Since the 1960s, a new immigration wave of Jews has started to take place. A number of French-speaking Jews from North Africa ended up settling in Montreal. Some South African Jews decided to emigrate to Canada after South Africa became a republic in 1961, and was followed by another wave in the late 1970s, which was precipitated by anti-apartheid rioting and civil unrest. The majority of them settled in Ontario, with the largest community in Toronto, followed by those in Hamilton, London and Kingston. Smaller waves of Zimbabwean Jews were also present during this period.

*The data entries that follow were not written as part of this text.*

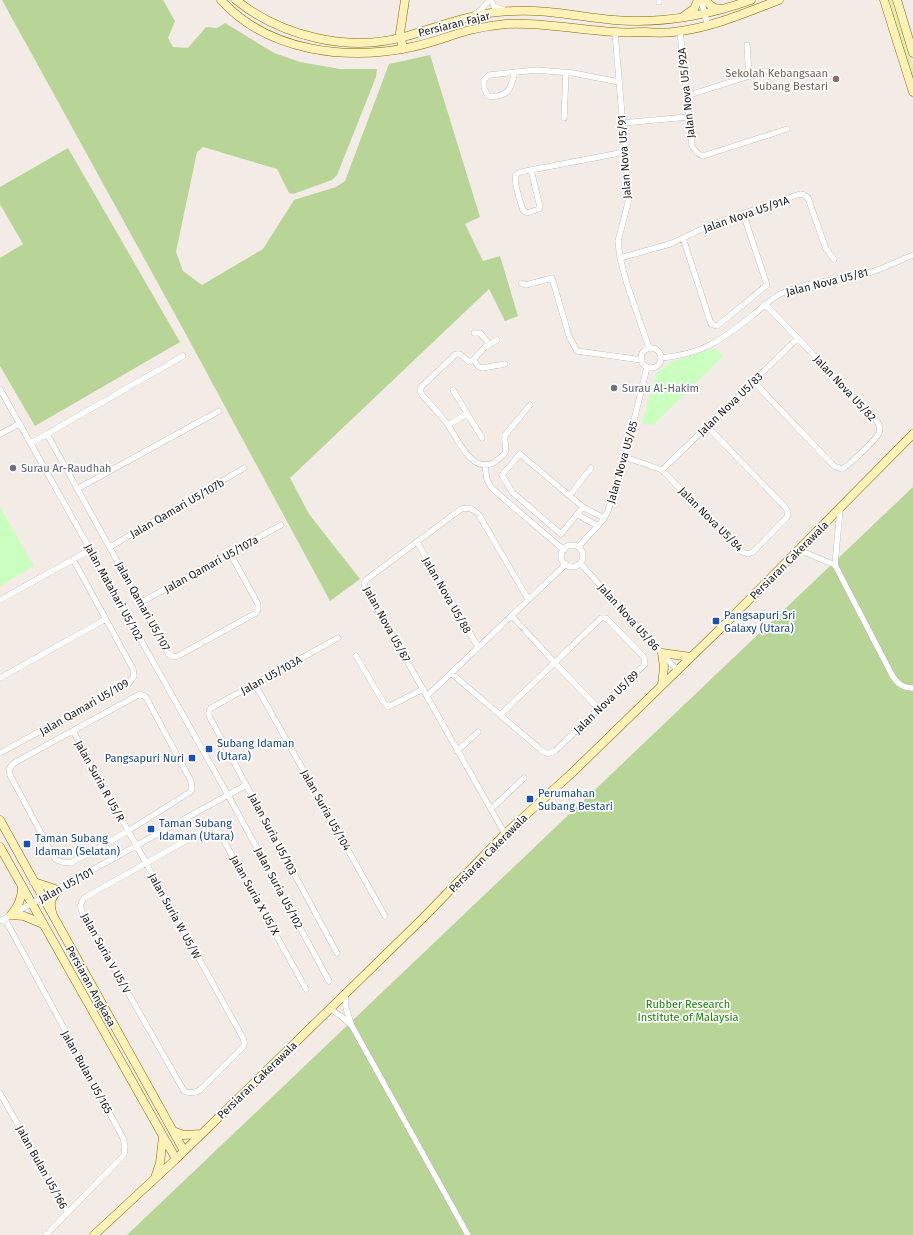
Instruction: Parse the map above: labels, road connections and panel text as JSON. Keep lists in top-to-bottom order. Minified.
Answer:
{"streets":{"street":["Persiaran Fajar","Jalan Nova U5/92A","Jalan Nova U5/91","Jalan Nova U5/91A","Jalan Nova U5/81","Jalan Nova U5/82","Jalan Nova U5/83","Jalan Nova U5/85","Jalan Qamari U5/107b","Jalan Nova U5/84","Persiaran Cakerawala","Jalan Qamari U5/107a","Jalan Matahari U5/102","Jalan Nova U5/88","Jalan Qamari U5/107","Jalan Nova U5/86","Jalan Nova U5/87","Jalan U5/103A","Jalan Nova U5/89","Jalan Qamari U5/109","Jalan Suria R U5/R","Jalan Suria U5/104","Jalan Suria U5/103","Jalan U5/101","Jalan Suria U5/102","Jalan Suria X U5/X","Jalan Suria W U5/W","Jalan Suria V U5/V","Persiaran Angkasa","Jalan Bulan U5/165","Jalan Bulan U5/166"]},"crossings":[["Jalan Nova U5/91","Jalan Nova U5/91A"],["Jalan Nova U5/91","Jalan Nova U5/81"],["Jalan Nova U5/91","Jalan Nova U5/85"],["Jalan Nova U5/81","Jalan Nova U5/82"],["Jalan Nova U5/81","Jalan Nova U5/85"],["Jalan Nova U5/82","Jalan Nova U5/83"],["Jalan Nova U5/83","Jalan Nova U5/84"],["Jalan Nova U5/85","Jalan Nova U5/84"],["Jalan Nova U5/85","Jalan Nova U5/86"],["Jalan Qamari U5/107b","Jalan Qamari U5/107"],["Persiaran Cakerawala","Jalan Nova U5/86"],["Persiaran Cakerawala","Jalan Nova U5/87"],["Persiaran Cakerawala","Persiaran Angkasa"],["Jalan Qamari U5/107a","Jalan Qamari U5/107"],["Jalan Matahari U5/102","Jalan U5/101"],["Jalan Matahari U5/102","Jalan Suria U5/102"],["Jalan Nova U5/88","Jalan Nova U5/87"],["Jalan U5/103A","Jalan Suria U5/104"],["Jalan U5/103A","Jalan Suria U5/103"],["Jalan Suria R U5/R","Jalan U5/101"],["Jalan Suria R U5/R","Jalan Suria W U5/W"],["Jalan Suria U5/103","Jalan U5/101"],["Jalan U5/101","Jalan Suria U5/102"],["Jalan U5/101","Jalan Suria W U5/W"],["Jalan U5/101","Persiaran Angkasa"],["Jalan U5/101","Jalan Bulan U5/165"],["Jalan Suria X U5/X","Jalan Suria W U5/W"],["Jalan Suria X U5/X","Jalan Suria V U5/V"],["Jalan Suria W U5/W","Jalan Suria V U5/V"],["Jalan Bulan U5/165","Jalan Bulan U5/166"]],"parks":["Rubber Research Institute of Malaysia"],"places":{"other":["Sekolah Kebangsaan Subang Bestari","Surau Al-Hakim","Surau Ar-Raudhah"],"transit":["Pangsapuri Sri Galaxy (Utara)","Subang Idaman (Utara)","Pangsapuri Nuri","Perumahan Subang Bestari","Taman Subang Idaman (Utara)","Taman Subang Idaman (Selatan)"]}}
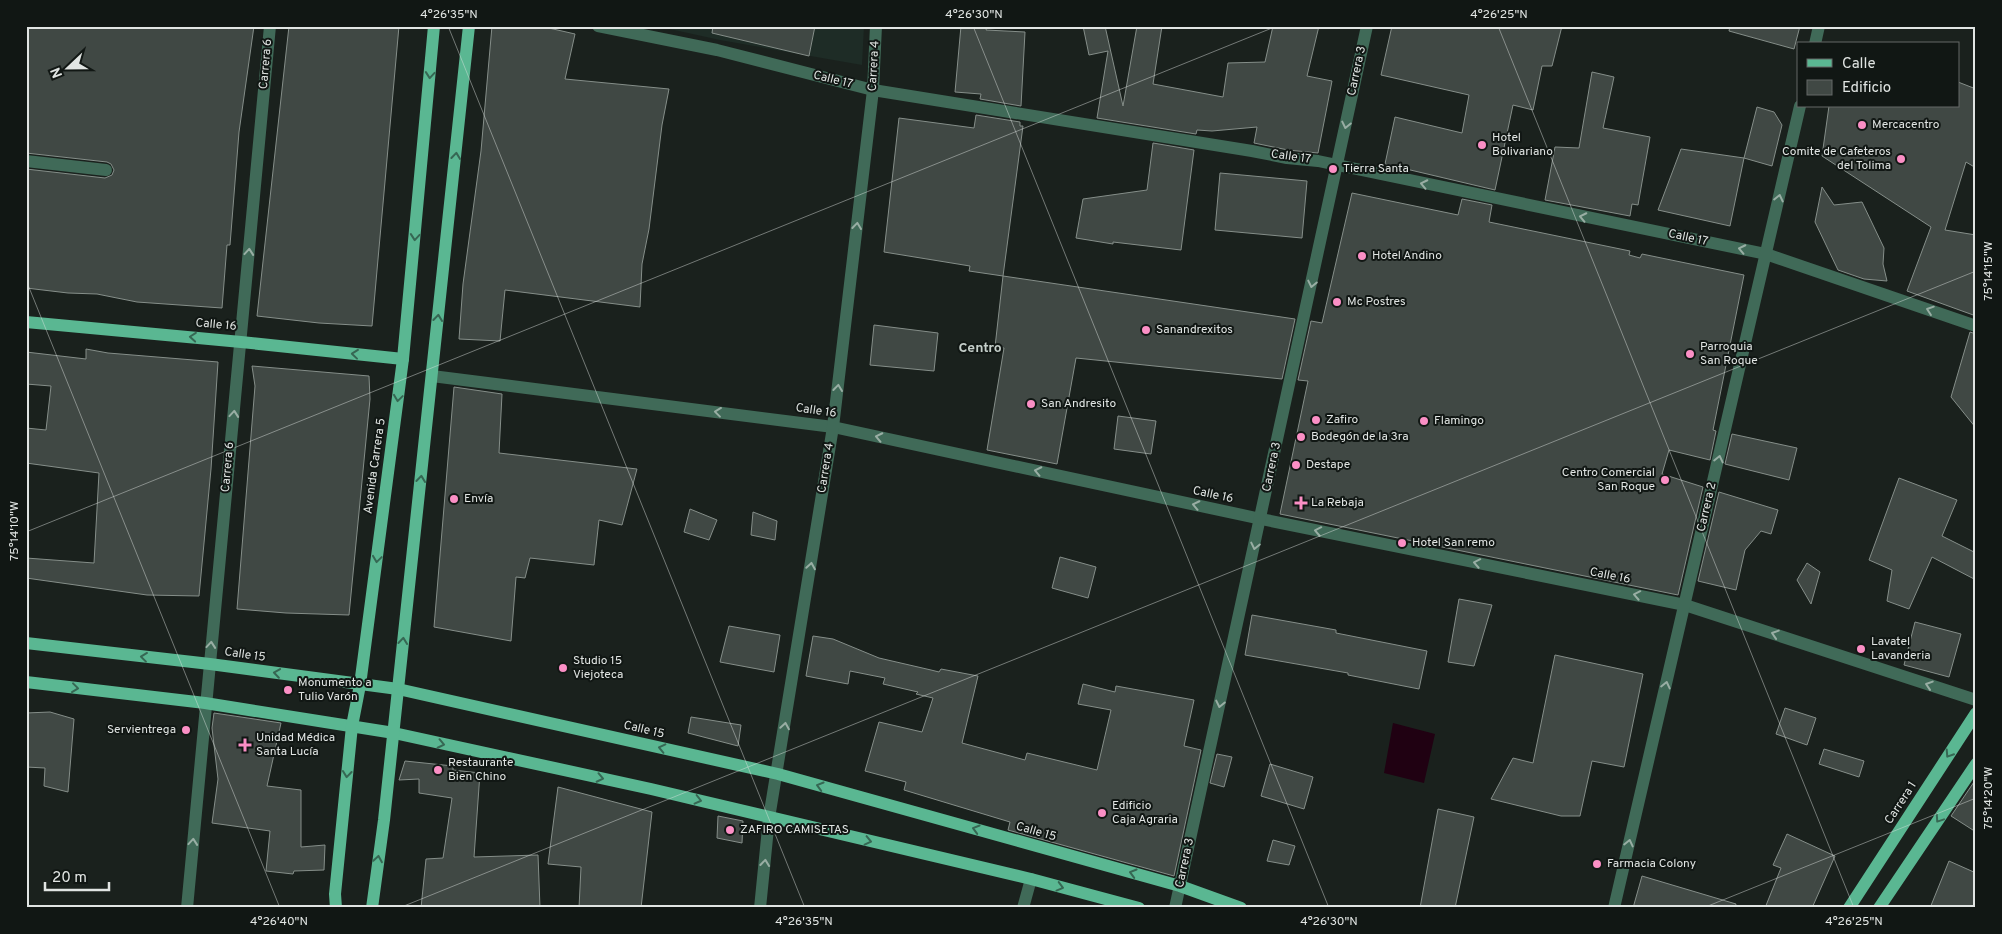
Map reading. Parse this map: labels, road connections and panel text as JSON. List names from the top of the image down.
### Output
{
  "streets": {
    "main road": [
      "Calle 16",
      "Avenida Carrera 5",
      "Calle 15",
      "Carrera 1"
    ],
    "street": [
      "Carrera 6",
      "Carrera 4",
      "Carrera 3",
      "Calle 17",
      "Carrera 2"
    ]
  },
  "crossings": [
    ["Carrera 6", "Calle 16"],
    ["Carrera 6", "Calle 15"],
    ["Carrera 4", "Calle 17"],
    ["Carrera 4", "Calle 16"],
    ["Carrera 4", "Calle 15"],
    ["Carrera 3", "Calle 17"],
    ["Carrera 3", "Calle 16"],
    ["Carrera 3", "Calle 15"],
    ["Calle 17", "Carrera 2"],
    ["Calle 16", "Avenida Carrera 5"],
    ["Calle 16", "Carrera 2"],
    ["Avenida Carrera 5", "Calle 15"]
  ],
  "one_way": [
    "Carrera 6",
    "Carrera 4",
    "Carrera 3",
    "Calle 17",
    "Calle 16",
    "Carrera 2"
  ],
  "districts": ["Centro"],
  "places": {
    "other": [
      "Mercacentro",
      "Hotel Bolivariano",
      "Comite de Cafeteros del Tolima",
      "Tierra Santa",
      "Hotel Andino",
      "Mc Postres",
      "Sanandrexitos",
      "Parroquia San Roque",
      "San Andresito",
      "Zafiro",
      "Flamingo",
      "Bodegón de la 3ra",
      "Destape",
      "Centro Comercial San Roque",
      "Envía",
      "Hotel San remo",
      "Lavatel Lavanderia",
      "Studio 15 Viejoteca",
      "Monumento a Tulio Varón",
      "Servientrega",
      "Restaurante Bien Chino",
      "Edificio Caja Agraria",
      "ZAFIRO CAMISETAS",
      "Farmacia Colony"
    ],
    "health": ["La Rebaja", "Unidad Médica Santa Lucía"]
  },
  "legend": ["Calle", "Edificio"],
  "scale_bar": "20 m",
  "north": "left",
  "coordinates": [
    "4°26'35\"N",
    "4°26'30\"N",
    "4°26'25\"N",
    "75°14'15\"W",
    "75°14'10\"W",
    "75°14'20\"W",
    "4°26'40\"N"
  ]
}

In 1961 Louis Rasminsky became the first Jewish governor of the Bank of Canada. Every previous governor of the Bank of Canada had been a member of the prestigious Rideau Club of Ottawa, but Rasminsky's application to join the Rideau Club was turned down on the account of his religion, a rejection that deeply hurt him. Through the Rideau Club changed its policies in response to public criticism, Rasminsky only joined the club after he retired as bank governor in 1973. In 1968, the Liberal MP Herb Gray of Windsor became the Jewish federal cabinet minister. In 1970, Bora Laskin became the first Jewish justice of the Supreme Court of Canada and in 1973, the first Jewish Chief Justice of the Supreme Court. In 1971, David Lewis became the leader of the New Democratic Party, becoming the first Jew to head a major Canadian political party.

In 1976, the Quebec provincial election was won by the separatist Parti Québécois (PQ), which sparked a major flight of Montreal's English-speaking Jews to Toronto, with about 20,000 leaving. The Jewish community of Montreal has been a bastion of federalism, and Quebec separatists, with their goal of creating a nation-state for French-Canadians, have tended to be hostile to Jews. In both the 1980 and 1995 referendums, Montreal's Jews voted overwhelmingly for Quebec to remain in Canada.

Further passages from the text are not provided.